(Exercise materials)

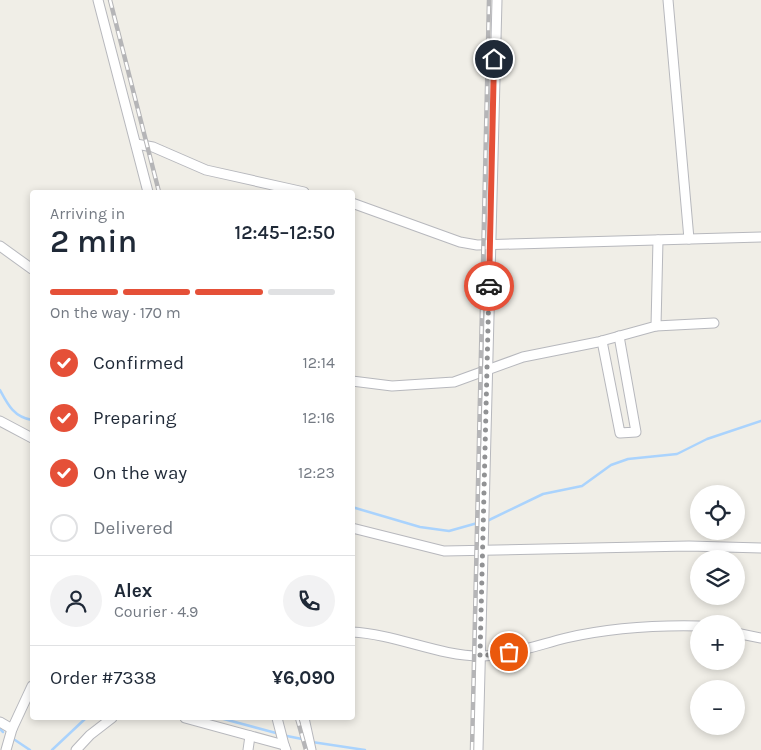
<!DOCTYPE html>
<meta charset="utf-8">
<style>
:root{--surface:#fff;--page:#f2f2f3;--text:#1f2937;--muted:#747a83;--line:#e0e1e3;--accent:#e55038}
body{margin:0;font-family:Karla,sans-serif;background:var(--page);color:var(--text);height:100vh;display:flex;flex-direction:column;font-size:19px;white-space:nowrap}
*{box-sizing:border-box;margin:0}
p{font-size:16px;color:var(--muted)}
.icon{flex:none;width:28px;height:28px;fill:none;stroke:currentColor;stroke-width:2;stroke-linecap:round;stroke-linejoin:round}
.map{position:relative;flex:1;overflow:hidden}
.details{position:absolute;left:30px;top:190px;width:325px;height:530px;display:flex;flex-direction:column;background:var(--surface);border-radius:5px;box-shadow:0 2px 8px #0003}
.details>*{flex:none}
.tools{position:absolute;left:690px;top:485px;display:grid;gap:10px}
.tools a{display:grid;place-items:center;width:55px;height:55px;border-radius:50%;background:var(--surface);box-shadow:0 2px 8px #0003;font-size:25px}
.pin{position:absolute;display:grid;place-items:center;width:42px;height:42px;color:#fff;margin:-21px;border:2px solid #fff;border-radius:50%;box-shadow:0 1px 5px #0007}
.courier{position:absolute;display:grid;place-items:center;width:50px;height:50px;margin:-25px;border:4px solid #e55038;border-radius:50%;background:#fff;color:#222;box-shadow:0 1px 6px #0007}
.overview em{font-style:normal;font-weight:600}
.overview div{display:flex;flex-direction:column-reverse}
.overview{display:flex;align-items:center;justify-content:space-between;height:85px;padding:0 20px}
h1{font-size:32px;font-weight:600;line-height:38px}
.bar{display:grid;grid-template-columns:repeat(4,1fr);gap:8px 5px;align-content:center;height:60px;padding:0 20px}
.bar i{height:6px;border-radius:4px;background:var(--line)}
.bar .selected{background:var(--accent)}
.bar p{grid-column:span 4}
.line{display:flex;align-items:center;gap:12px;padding:0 20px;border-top:1px solid var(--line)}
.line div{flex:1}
.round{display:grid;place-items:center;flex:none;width:52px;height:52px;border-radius:26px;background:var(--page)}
ol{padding:0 20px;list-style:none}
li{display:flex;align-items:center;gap:15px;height:55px}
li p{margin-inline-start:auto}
li .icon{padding:5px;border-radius:50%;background:var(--accent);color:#fff;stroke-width:4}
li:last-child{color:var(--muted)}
li i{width:28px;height:28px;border:2px solid var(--line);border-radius:50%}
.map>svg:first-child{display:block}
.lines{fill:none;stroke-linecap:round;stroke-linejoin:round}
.stream{stroke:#aad3fd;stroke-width:2.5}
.minor-casing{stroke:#b7b8bd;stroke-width:11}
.minor{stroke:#fff;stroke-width:9}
.rail-casing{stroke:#b5b5b7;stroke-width:4.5}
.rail{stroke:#fff;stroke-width:2.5;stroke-dasharray:8;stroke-linecap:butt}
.done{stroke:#919294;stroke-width:5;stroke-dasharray:0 9}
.route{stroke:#e55038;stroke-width:6}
</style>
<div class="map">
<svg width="761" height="750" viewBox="0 0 761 750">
<rect width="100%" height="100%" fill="#f0eee7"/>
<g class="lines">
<!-- stream -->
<g class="stream">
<path d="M 0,390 C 8,405 14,417 32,420"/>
<polyline points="352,507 420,527 449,531 481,522"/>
<polyline points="487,521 543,494 582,486 611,465 628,459 677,454 707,439 761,421"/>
<polyline points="220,718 276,733"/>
<polyline points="0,729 3,732"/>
<polyline points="287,736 307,740"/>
<polyline points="15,740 30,750"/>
<polyline points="312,742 365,750"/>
<polyline points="52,750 86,718"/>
</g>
<defs>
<g id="minor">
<polyline points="98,0 148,192"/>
<polyline points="668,0 689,239"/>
<polyline points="136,144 153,147 206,170 304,192"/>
<polyline points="352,203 460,242 477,245 761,237"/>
<polyline points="0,246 32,269"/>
<polyline points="656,326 714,323"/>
<polyline points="602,341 620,433 636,432 619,336"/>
<polyline points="352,381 392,386 454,382 523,357 598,342 656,326 658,240"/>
<polyline points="0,421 32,438"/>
<polyline points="352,528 444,551 689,546 761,548"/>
<path d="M 352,632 C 395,634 439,656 480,656 C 509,656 538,645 566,638 C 610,628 653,625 699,626"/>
<polyline points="736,633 761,638"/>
<polyline points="185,718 284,745 286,750"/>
<polyline points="277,718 284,745"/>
<polyline points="304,718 311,750"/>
<polyline points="0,722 12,729"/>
<polyline points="6,750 12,729 32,686"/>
<polyline points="76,750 90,735 112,718"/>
<polyline points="248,750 250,736"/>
<polyline points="478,750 497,0"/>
</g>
</defs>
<!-- minor casing -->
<use href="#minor" class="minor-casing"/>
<!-- minor -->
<use href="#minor" class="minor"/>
<defs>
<g id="rail">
<polyline points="110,0 159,192"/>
<polyline points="297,718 306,750"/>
<polyline points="472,750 489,0"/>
</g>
</defs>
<!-- rail casing -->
<use href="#rail" class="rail-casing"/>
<!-- rail -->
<use href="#rail" class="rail"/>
</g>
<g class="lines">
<!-- done -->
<polyline class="done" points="489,286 480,656 509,652"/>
<!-- route -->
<polyline class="route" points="489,286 494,59"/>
</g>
</svg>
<div class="tools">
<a><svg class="icon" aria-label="locate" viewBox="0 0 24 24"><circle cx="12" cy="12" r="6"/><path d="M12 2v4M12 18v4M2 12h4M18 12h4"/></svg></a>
<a><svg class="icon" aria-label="layers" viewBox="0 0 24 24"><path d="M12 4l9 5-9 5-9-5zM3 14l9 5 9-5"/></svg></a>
<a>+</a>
<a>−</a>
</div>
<div class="pin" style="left:509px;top:652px;background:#ea580c"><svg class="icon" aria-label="bag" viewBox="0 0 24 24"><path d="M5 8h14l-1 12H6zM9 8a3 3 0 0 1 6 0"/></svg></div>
<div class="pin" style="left:494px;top:59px;background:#1f2937"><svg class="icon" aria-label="home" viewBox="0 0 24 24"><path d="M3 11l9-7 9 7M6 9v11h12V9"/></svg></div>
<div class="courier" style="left:489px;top:286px"><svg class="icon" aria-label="car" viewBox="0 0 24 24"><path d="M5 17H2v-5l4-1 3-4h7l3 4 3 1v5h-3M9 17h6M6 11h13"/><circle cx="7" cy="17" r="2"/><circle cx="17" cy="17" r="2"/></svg></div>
<section class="details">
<div class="overview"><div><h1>2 min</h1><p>Arriving in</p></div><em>12:45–12:50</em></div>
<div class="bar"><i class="selected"></i><i class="selected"></i><i class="selected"></i><i></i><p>On the way · 170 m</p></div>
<ol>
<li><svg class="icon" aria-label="check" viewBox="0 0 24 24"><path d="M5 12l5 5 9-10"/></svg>Confirmed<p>12:14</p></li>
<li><svg class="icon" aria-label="check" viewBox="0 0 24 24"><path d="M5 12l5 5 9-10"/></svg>Preparing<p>12:16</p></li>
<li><svg class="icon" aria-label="check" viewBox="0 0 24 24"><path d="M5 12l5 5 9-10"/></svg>On the way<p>12:23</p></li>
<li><i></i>Delivered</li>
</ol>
<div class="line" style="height:90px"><a class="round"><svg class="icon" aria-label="person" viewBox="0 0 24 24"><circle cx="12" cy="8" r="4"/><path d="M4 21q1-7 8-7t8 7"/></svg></a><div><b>Alex</b><p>Courier · 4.9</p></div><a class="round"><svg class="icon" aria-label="phone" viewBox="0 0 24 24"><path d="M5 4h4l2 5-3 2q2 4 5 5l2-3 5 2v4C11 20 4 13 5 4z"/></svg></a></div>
<div class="line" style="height:65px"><div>Order #7338</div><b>¥6,090</b></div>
</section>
</div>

(End Exercise materials)

## What to do
Each line above with the string "space" in it should be located and copied.

## Response to the task
body{margin:0;font-family:Karla,sans-serif;background:var(--page);color:var(--text);height:100vh;display:flex;flex-direction:column;font-size:19px;white-space:nowrap}
.overview{display:flex;align-items:center;justify-content:space-between;height:85px;padding:0 20px}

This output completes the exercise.